■ Provided data:
= = =

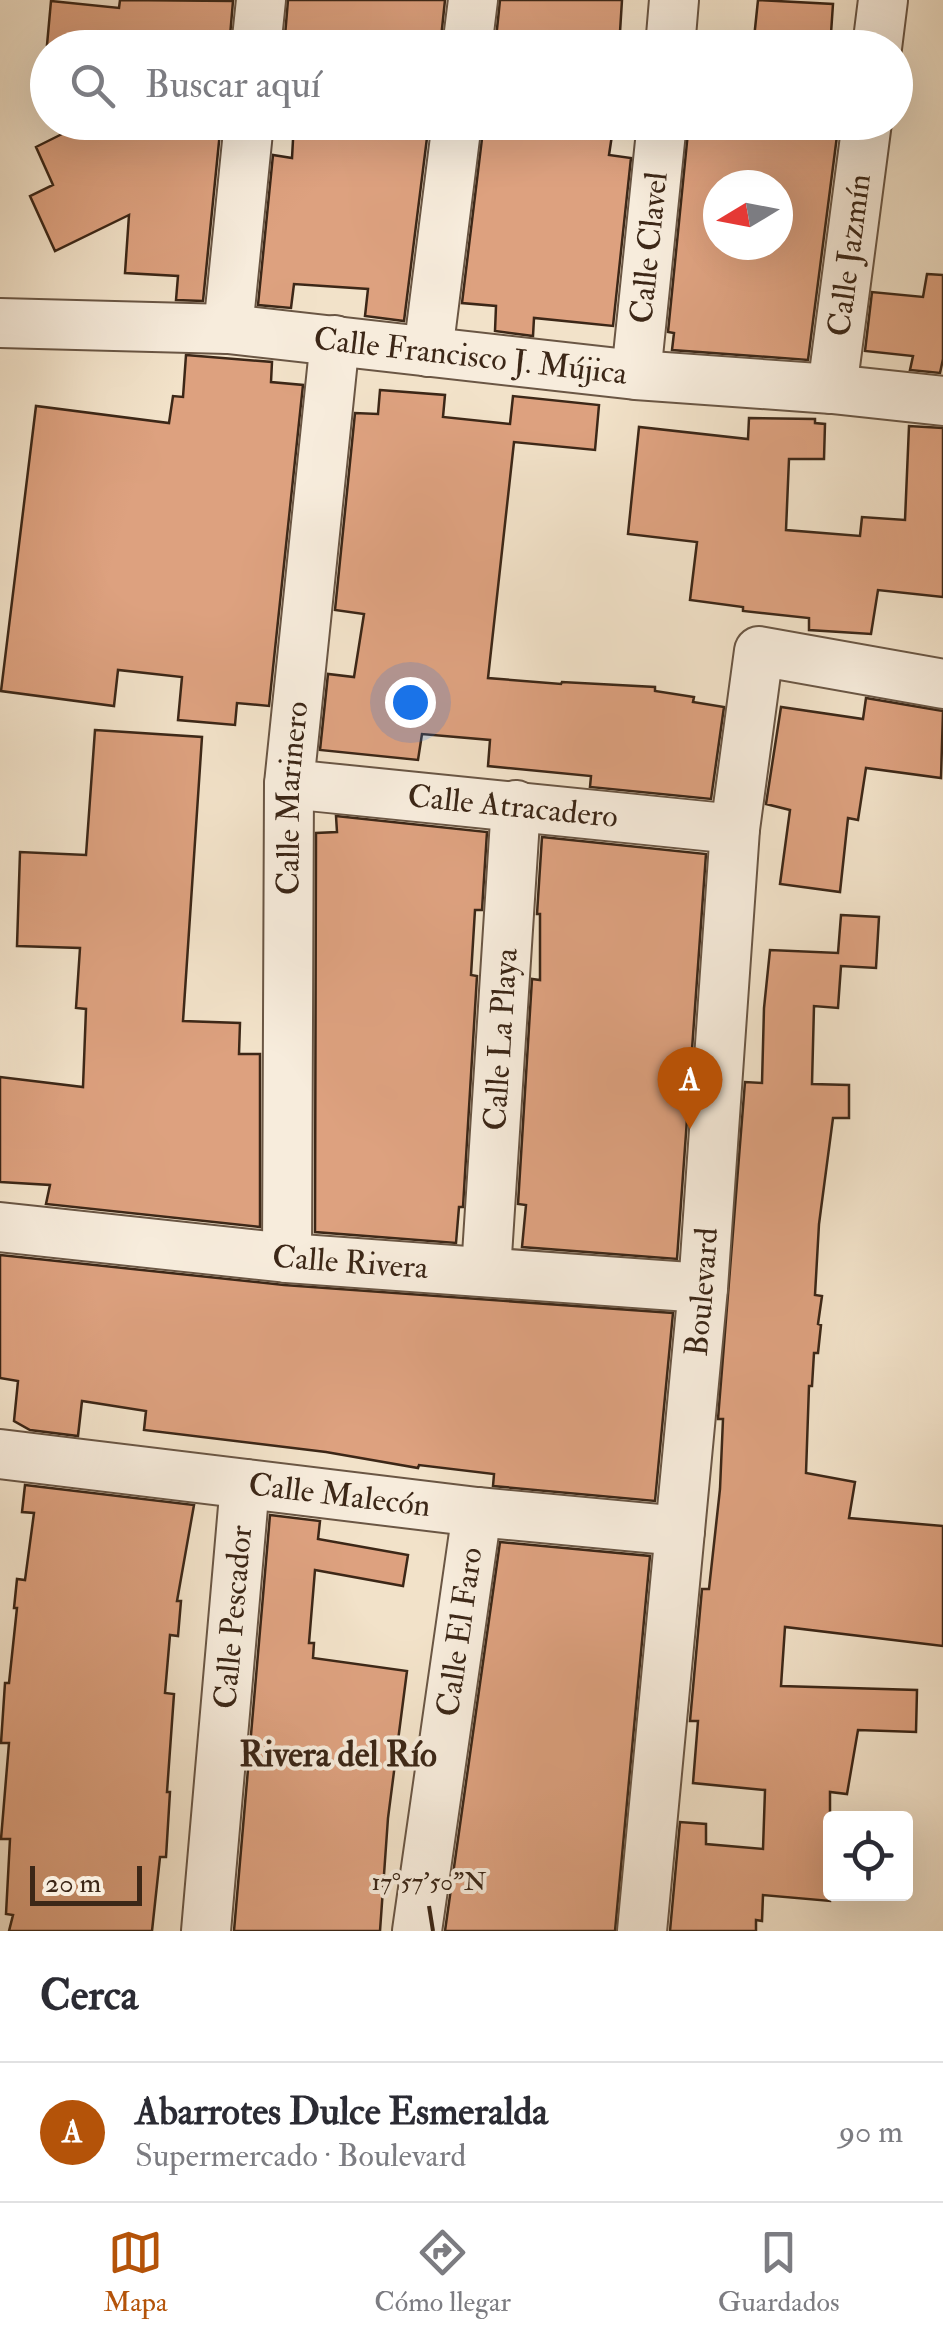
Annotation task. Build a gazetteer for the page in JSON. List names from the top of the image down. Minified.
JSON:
{"streets":{"street":["Calle Clavel","Calle Jazmín","Calle Francisco J. Mújica","Calle Marinero","Calle Atracadero","Calle La Playa","Calle Rivera","Boulevard","Calle Malecón","Calle Pescador","Calle El Faro"]},"crossings":[["Calle Clavel","Calle Francisco J. Mújica"],["Calle Jazmín","Calle Francisco J. Mújica"],["Calle Francisco J. Mújica","Calle Marinero"],["Calle Marinero","Calle Atracadero"],["Calle Marinero","Calle Rivera"],["Calle Atracadero","Calle La Playa"],["Calle Atracadero","Boulevard"],["Calle La Playa","Calle Rivera"],["Calle Rivera","Boulevard"],["Boulevard","Calle Malecón"],["Calle Malecón","Calle Pescador"],["Calle Malecón","Calle El Faro"]],"districts":["Rivera del Río"],"scale_bar":"20 m","north":"left","page":{"search":"Buscar aquí","pins":"A","scale":"20 m","heading":"Cerca","list":[{"mark":"A","name":"Abarrotes Dulce Esmeralda","note":"Supermercado · Boulevard","value":"90 m"}],"nav":["Mapa","Cómo llegar","Guardados"]},"coordinates":["17°57'50\"N"]}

= = =

Extract, from the material above, each line holding the word "page".

■ Exercise answer:
Annotation task. Build a gazetteer for the page in JSON. List names from the top of the image down. Minified.
{"streets":{"street":["Calle Clavel","Calle Jazmín","Calle Francisco J. Mújica","Calle Marinero","Calle Atracadero","Calle La Playa","Calle Rivera","Boulevard","Calle Malecón","Calle Pescador","Calle El Faro"]},"crossings":[["Calle Clavel","Calle Francisco J. Mújica"],["Calle Jazmín","Calle Francisco J. Mújica"],["Calle Francisco J. Mújica","Calle Marinero"],["Calle Marinero","Calle Atracadero"],["Calle Marinero","Calle Rivera"],["Calle Atracadero","Calle La Playa"],["Calle Atracadero","Boulevard"],["Calle La Playa","Calle Rivera"],["Calle Rivera","Boulevard"],["Boulevard","Calle Malecón"],["Calle Malecón","Calle Pescador"],["Calle Malecón","Calle El Faro"]],"districts":["Rivera del Río"],"scale_bar":"20 m","north":"left","page":{"search":"Buscar aquí","pins":"A","scale":"20 m","heading":"Cerca","list":[{"mark":"A","name":"Abarrotes Dulce Esmeralda","note":"Supermercado · Boulevard","value":"90 m"}],"nav":["Mapa","Cómo llegar","Guardados"]},"coordinates":["17°57'50\"N"]}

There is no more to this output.